Besides the big 3, we get everything else a student is likely to encounter: electronics, computers & data acquisition, optics, stats, measurement theory, S/N basics, mass spec., X-ray fluorescence, surface techniques and radioisotopes. Some of these topics are not treated with the depth they deserve. To do this they'd need a 2nd volume (actually, not a bad idea, come to think of it)
The book is VERY hardware oriented. It's more advanced than either Skoog's book (Principles of Instrumental Analysis) or Willard's text (Instrumental Methods of Analysis).
This book works best as a supplement to the above 2 texts for students wanting deeper or alternative explanations of selected topics. Reading this book will prepare anyone for advanced material like Spectrochemical Analysis by Ingle & Crouch or Bard & Faulkner's Electrochemical Methods.
Book has lots of excellent diagrams and tables to explain the subject at hand.
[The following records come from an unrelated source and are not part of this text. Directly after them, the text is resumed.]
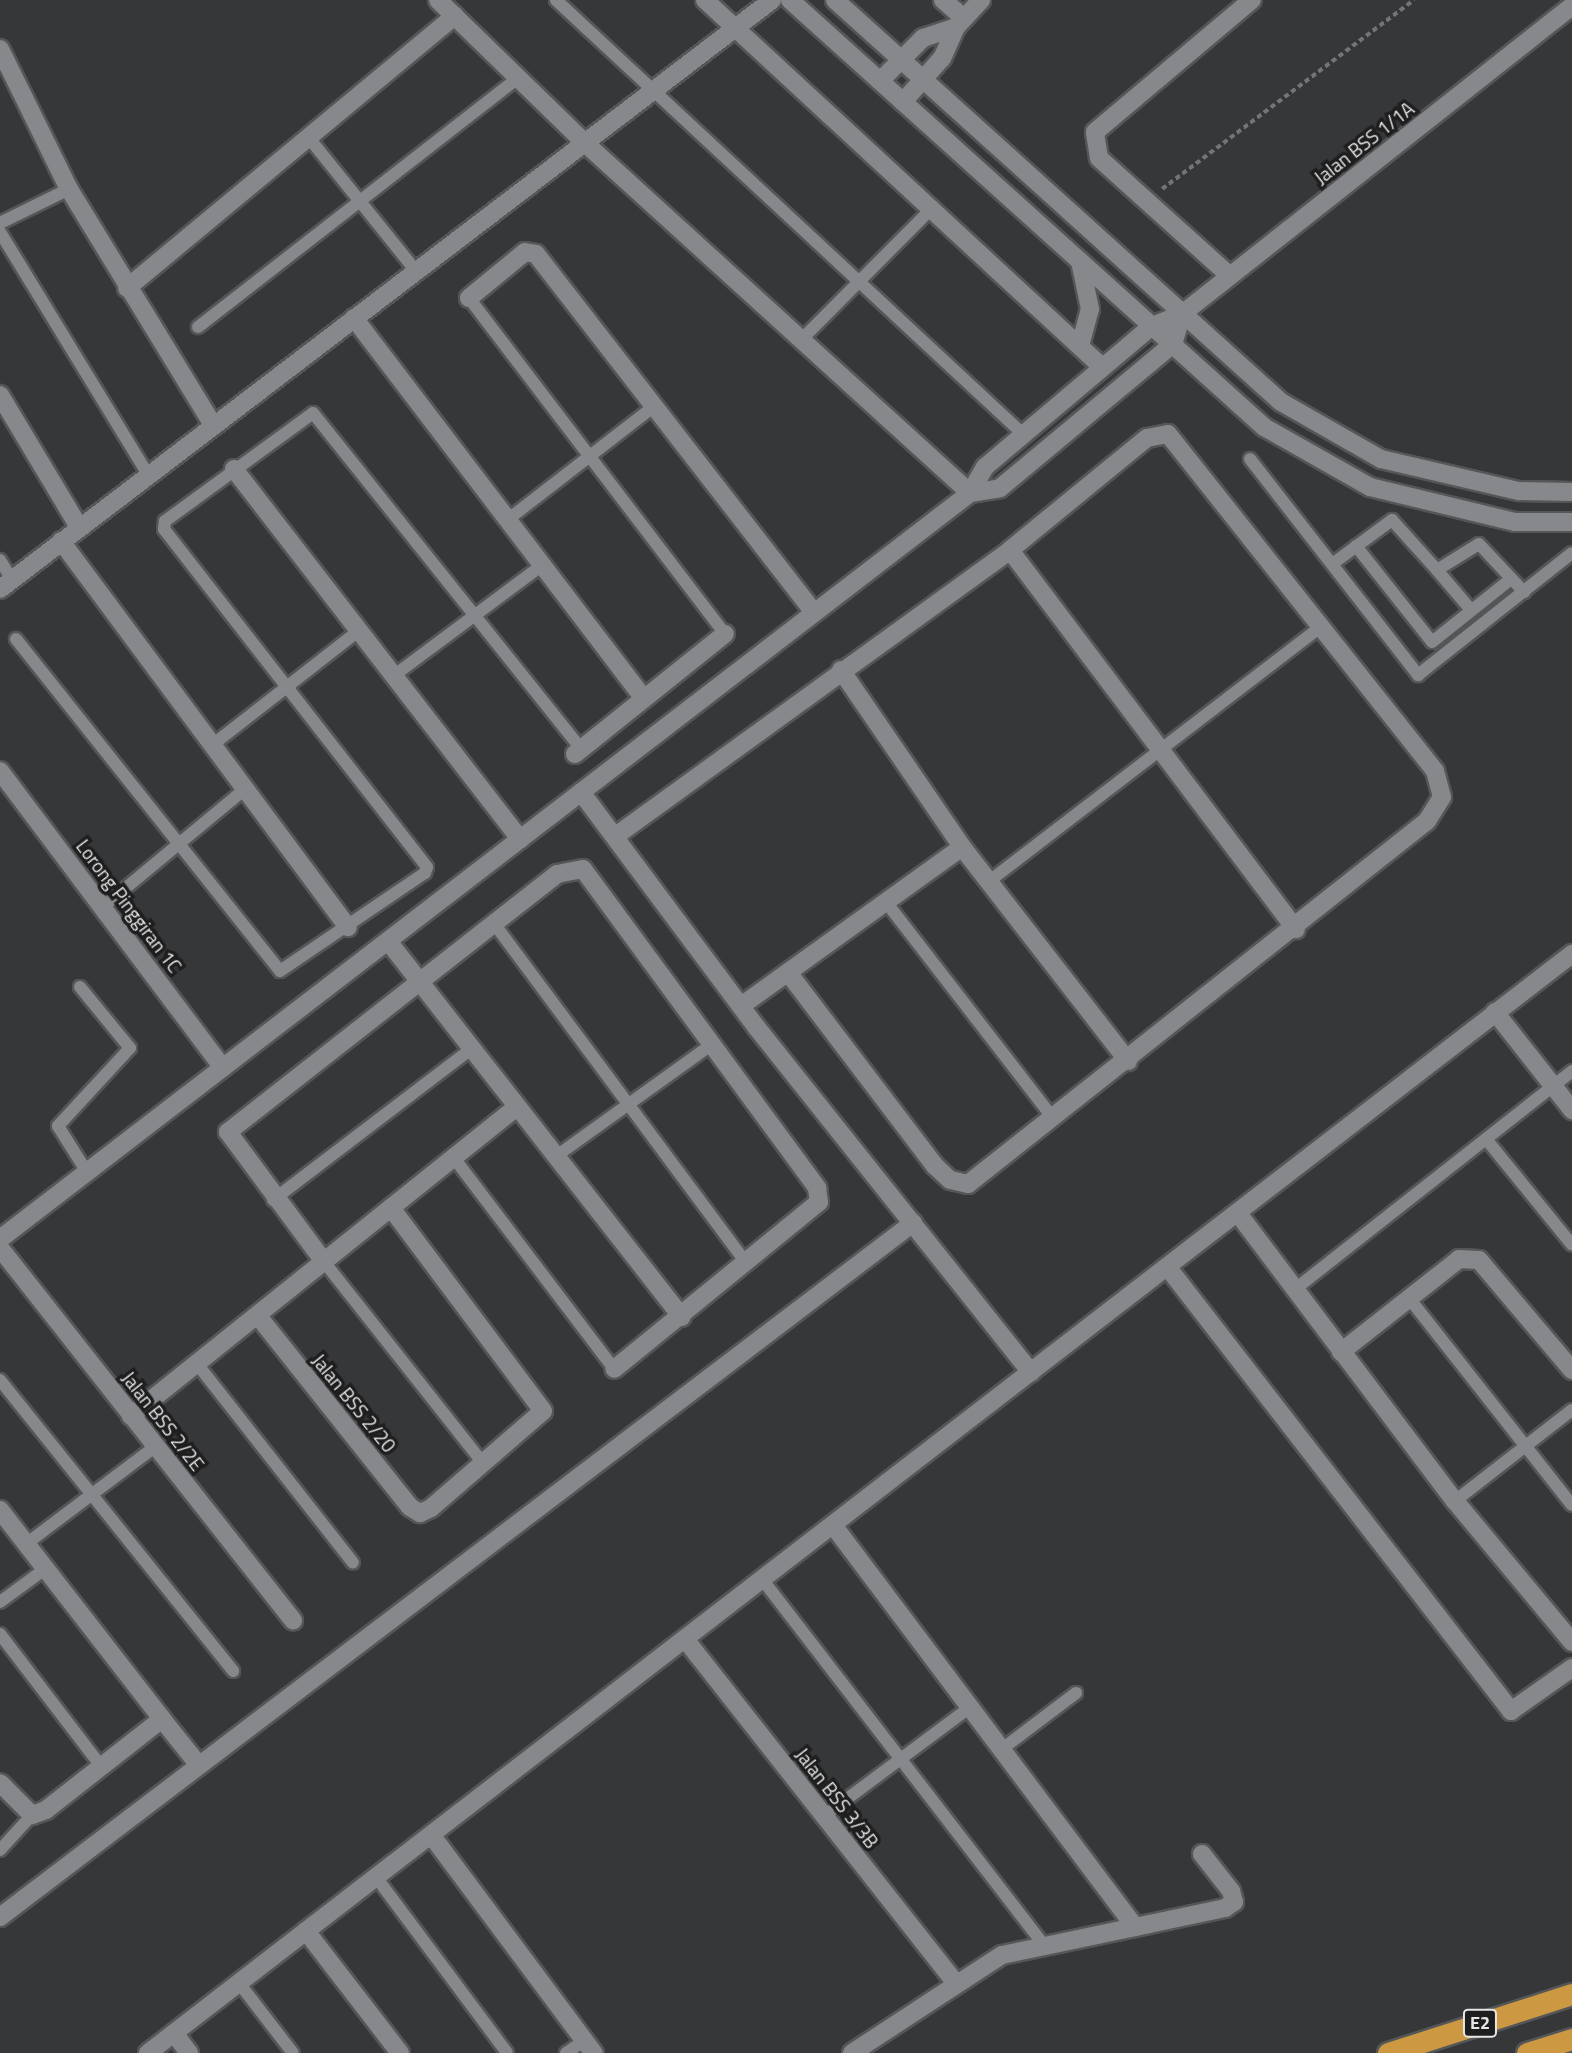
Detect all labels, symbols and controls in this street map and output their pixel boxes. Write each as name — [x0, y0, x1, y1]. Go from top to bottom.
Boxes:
street label: Jalan BSS 1/1A — [1310, 97, 1418, 189]
street label: Lorong Pinggiran 1C — [72, 835, 186, 977]
street label: Jalan BSS 2/20 — [308, 1349, 400, 1457]
street label: Jalan BSS 2/2E — [117, 1367, 209, 1475]
street label: Jalan BSS 3/3B — [791, 1743, 883, 1853]
road number: E2 — [1462, 2008, 1498, 2038]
End of chapter references also very good - they contain student-relevant articles and books for those looking for even further edification.
Previous editions did not have the extra expository material found in the examples or end-of-chapter problems. However, the problems are often simple and don't really add much value to the book. They seem like they were added as an afterthought to try and make 3rd edition into a full textbook. It didn't work.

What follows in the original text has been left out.